I roleplayed for the first time in over six months on Sunday, in a small game of Barbarians of Lemuria. The plot was largely ripped off Robert Howard's Tower of the Elephant and involved me transforming Sataria, the setting's 'melting pot' city into a low fantasy Venice just because... well that's cool right? As I say there wasn't much originality to the plot, from the bar brawl start to the way the characters found out about the gem the size of a man's fist (blatantly stealing the Jewel of the Seven Stars from Bram Stoker by way of Kim Newman) and beyond.

The game was purposefully combat, planning and gravitas light. I dislike the former pieces of that trinity (I feel they suck the drama out of the game) and the players I was gaming with aren't much for serious tones. At the same time though the game felt like sword and sorcery rather than vanilla fantasy and that was really good; one of the things that annoys me is when a game doesn't have the right atmosphere (having sat through 'horror' games where it felt more like we were playing Toon or D&D including a Vampire game back in Uni - the first time - where an attempt to deal with nasty things in the sewers transformed the game into a dungeon crawl - not my finest hour as a GM).  The PCs ended up riding a huge stone gargoyle thing out into the swamps before the magic animating it faded. 


So the short of it is: that was was fun.
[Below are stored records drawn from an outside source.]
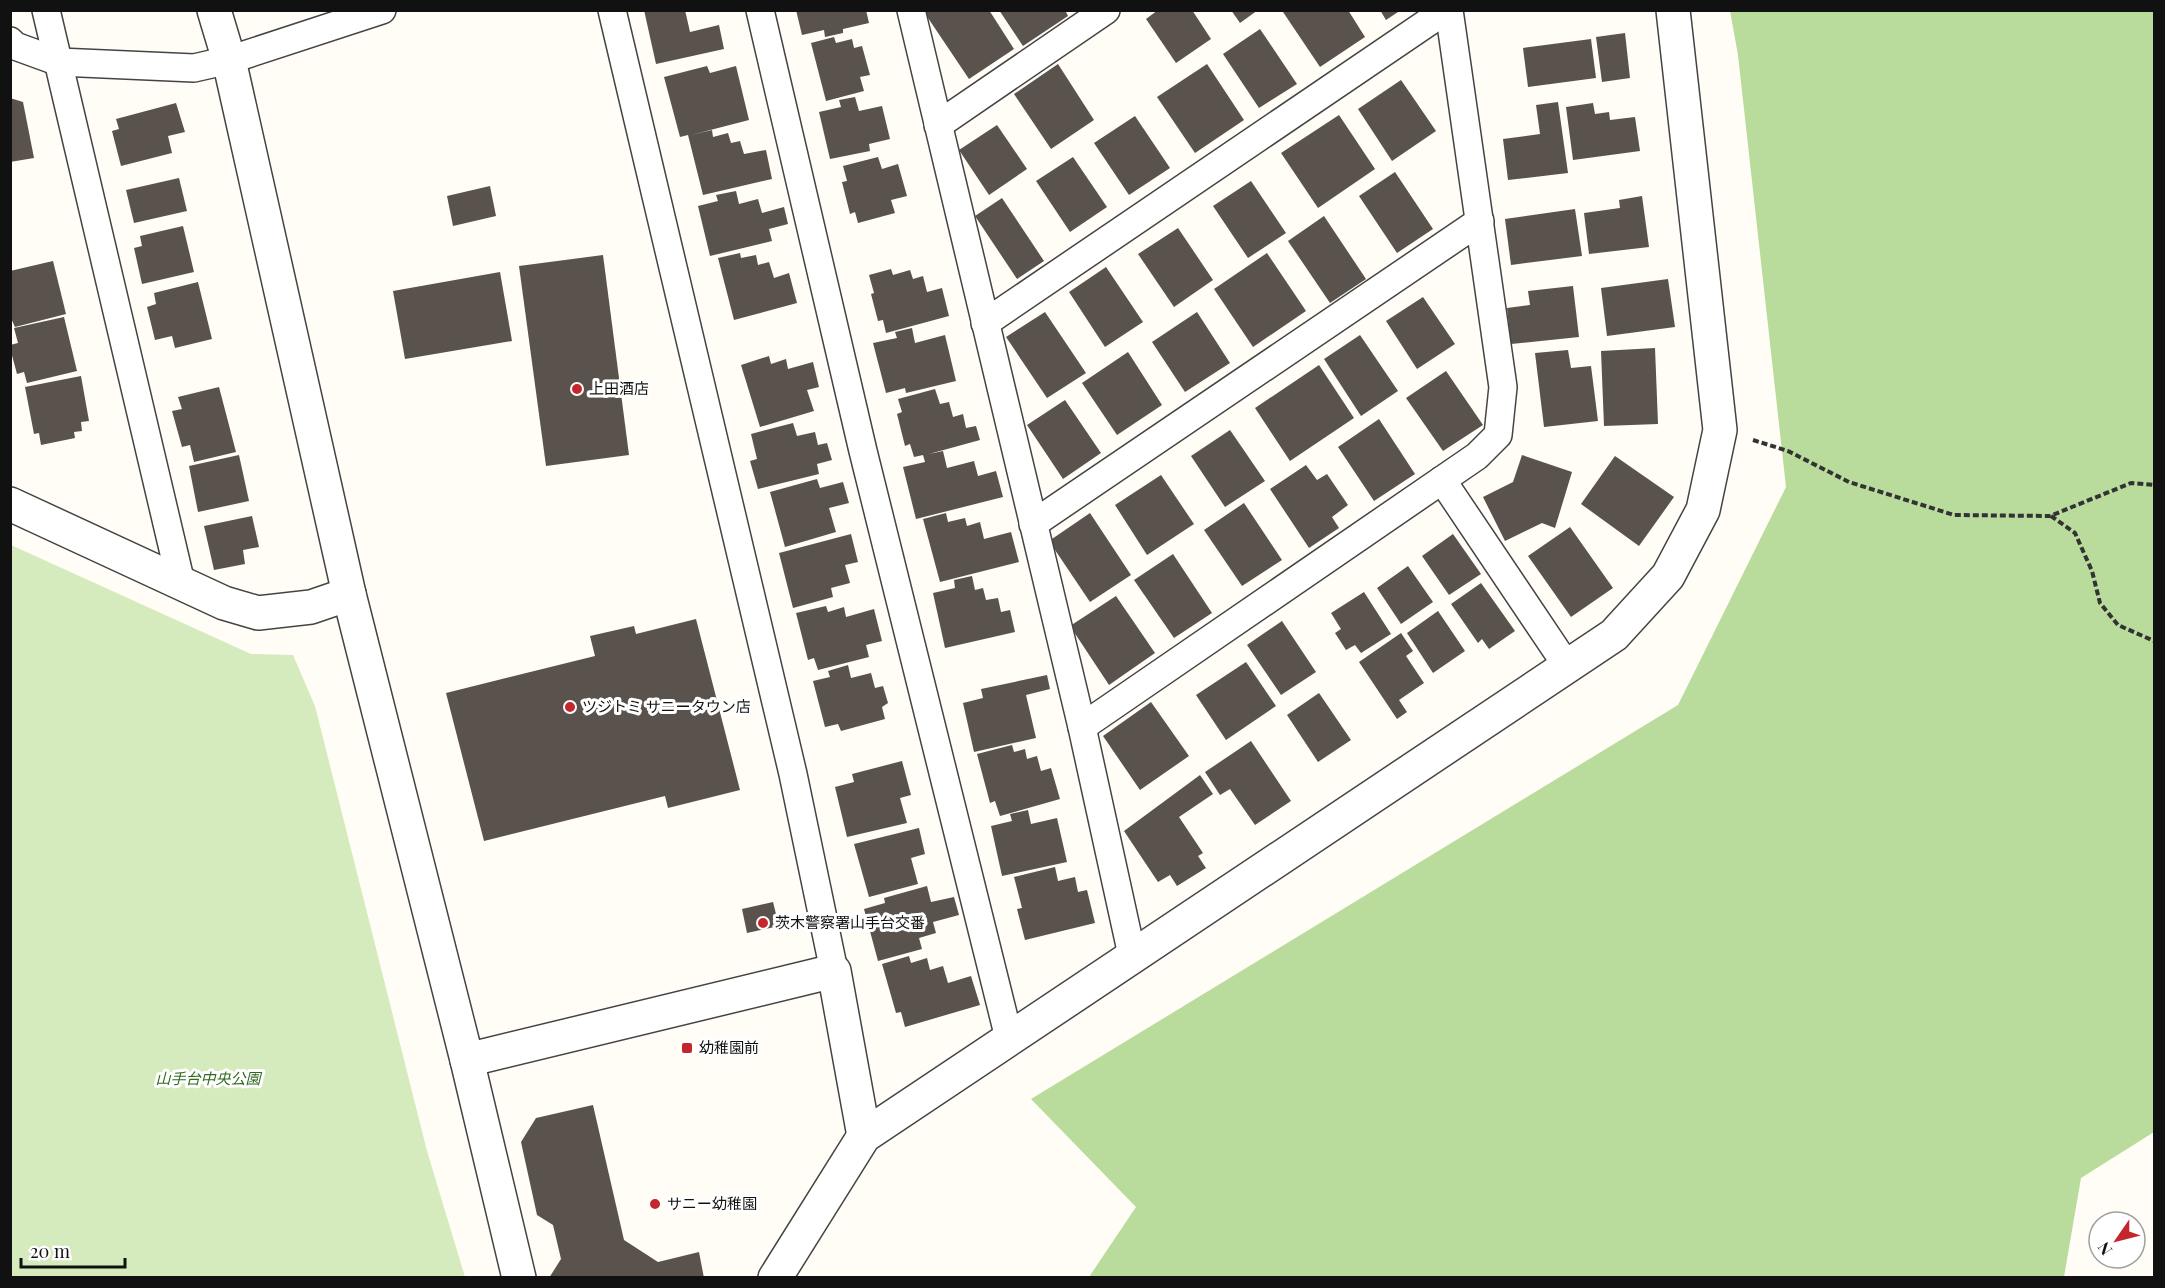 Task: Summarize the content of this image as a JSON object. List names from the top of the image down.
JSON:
{
  "parks": ["山手台中央公園"],
  "places": {
    "other": [
      "上田酒店",
      "ツジトミ サニータウン店",
      "茨木警察署山手台交番",
      "サニー幼稚園"
    ],
    "transit": ["幼稚園前"]
  },
  "scale_bar": "20 m",
  "north": "bottom left"
}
The players got to be inventive and take control of the plot in places. We skipped over the boring bits and focused on the fun bits - playing around me cooking a roast dinner, which perhaps wasn't the best juggling act to perform (but I think it worked).
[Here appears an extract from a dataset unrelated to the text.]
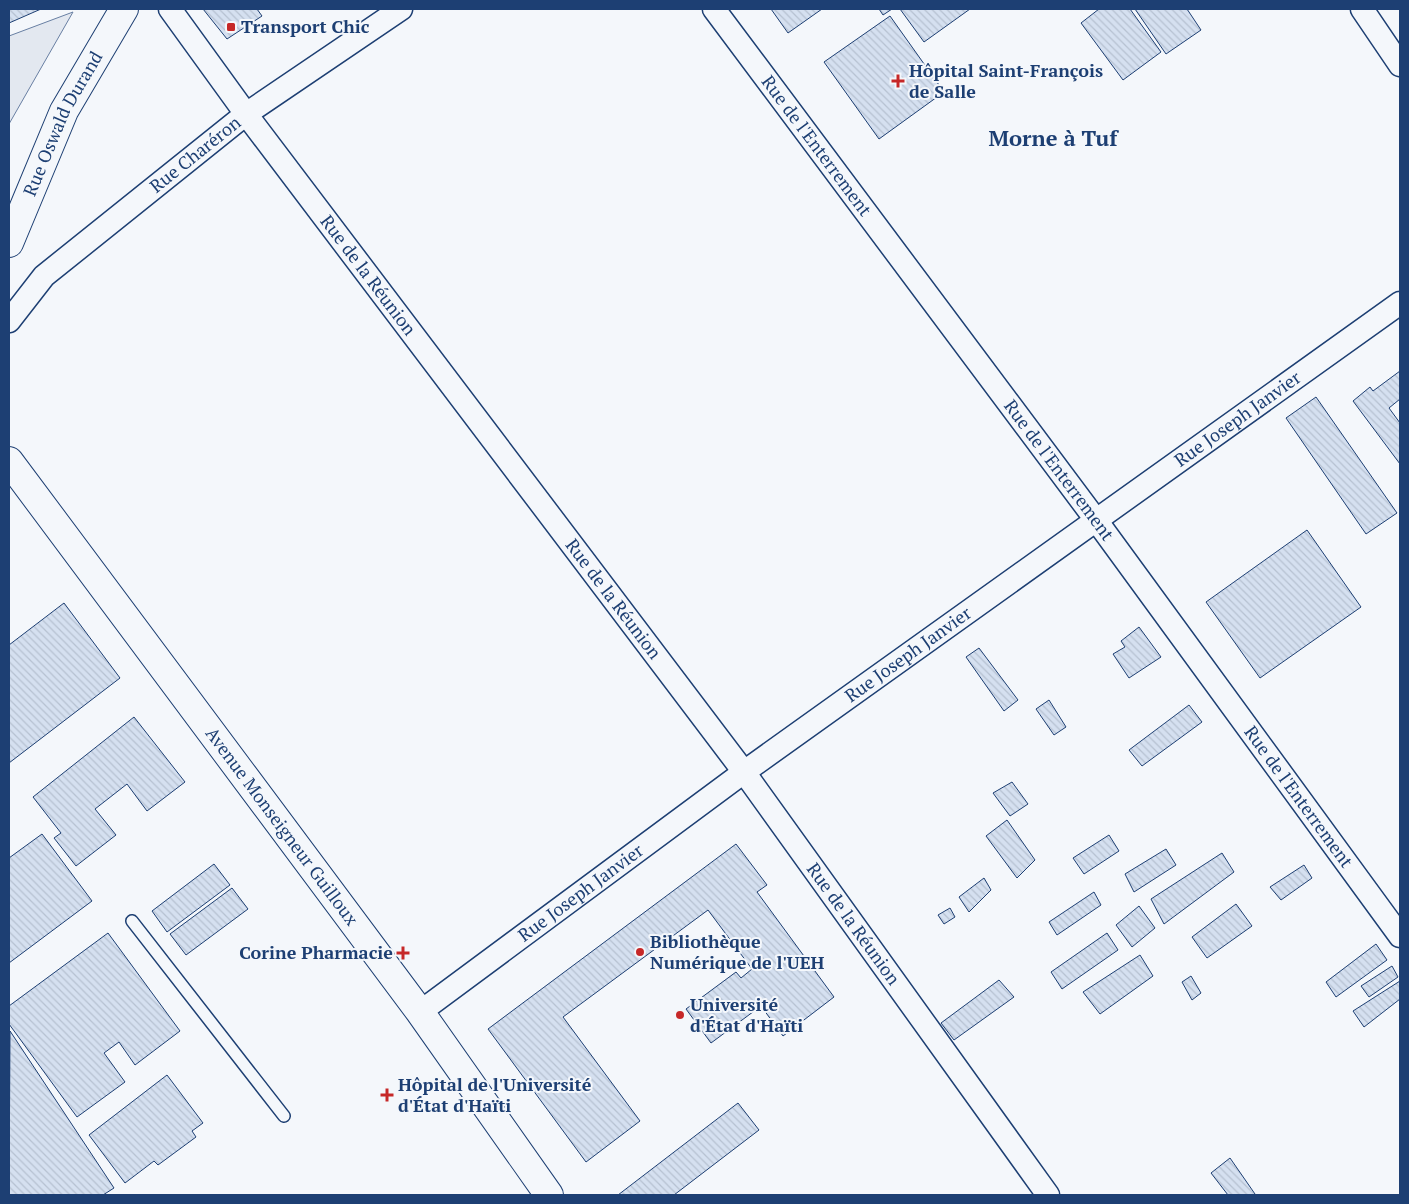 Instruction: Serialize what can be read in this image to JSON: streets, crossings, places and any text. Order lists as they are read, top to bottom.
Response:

I'm not sure where this points for the future. It likely means that I'm not selling up everything I own, but that I'll be pulling back the focus of my gaming to stuff that's more story driven and shifting away from a lot of more traditional games that can't be hacked into the sort of thing that interests me. Playing with new approaches to games and especially to ways in which I connect games to player characters (hopefully bypassing the work for hire cliche) has made me interested in gaming again and I'm not washing my hands of the hobby entirely.
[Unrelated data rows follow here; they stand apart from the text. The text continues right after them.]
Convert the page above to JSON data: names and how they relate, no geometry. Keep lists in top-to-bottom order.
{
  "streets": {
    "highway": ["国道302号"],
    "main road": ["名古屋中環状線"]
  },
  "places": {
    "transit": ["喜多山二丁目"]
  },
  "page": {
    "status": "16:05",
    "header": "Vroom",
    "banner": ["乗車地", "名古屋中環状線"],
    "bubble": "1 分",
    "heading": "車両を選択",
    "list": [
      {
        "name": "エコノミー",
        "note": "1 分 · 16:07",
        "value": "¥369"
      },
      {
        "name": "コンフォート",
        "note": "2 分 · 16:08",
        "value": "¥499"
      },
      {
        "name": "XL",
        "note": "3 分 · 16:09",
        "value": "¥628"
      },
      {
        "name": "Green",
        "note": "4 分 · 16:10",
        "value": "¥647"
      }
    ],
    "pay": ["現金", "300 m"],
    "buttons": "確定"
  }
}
Eve has suggested trying to more gaming with the Barbarians group, which is her, Emma and Alyssa. That's quite tempting, especially if Alyssa gets a job over here. My limit for gamers at present is 3 or 4 people - anything more and I find that the game loses something and I start to get crabby. The other option is to put up an ad in my local gaming store, Waylands Forge and hope a) that people want to game with me, and b) they aren't invested in a game style I find abhorrent.

On the other hand one swallow doesn't make a summer, I'm unsure if this is a one off and if returning to the hobby in a more permanent way will simply show me that all roleplaying can really be is running around enacting stupid plans and punching non existent things in the face whilst trying to get as much money as possible out of some poor mug. I can plan (and am planning) to get around those things but that doesn't mean anything in the long run because the players are the people who set the tone, pace and nature of the game not the GM. If they're not on board with this idea then it'll go nowhere. I guess this falls into the need for more preparation, stronger links with gamers and not accepting 'I don't mind' as an answer; focusing on the 'how' rather than the 'what'.  Given that the three people I'm likely to game with are pretty story focused I'm pretty confident that we can manage this.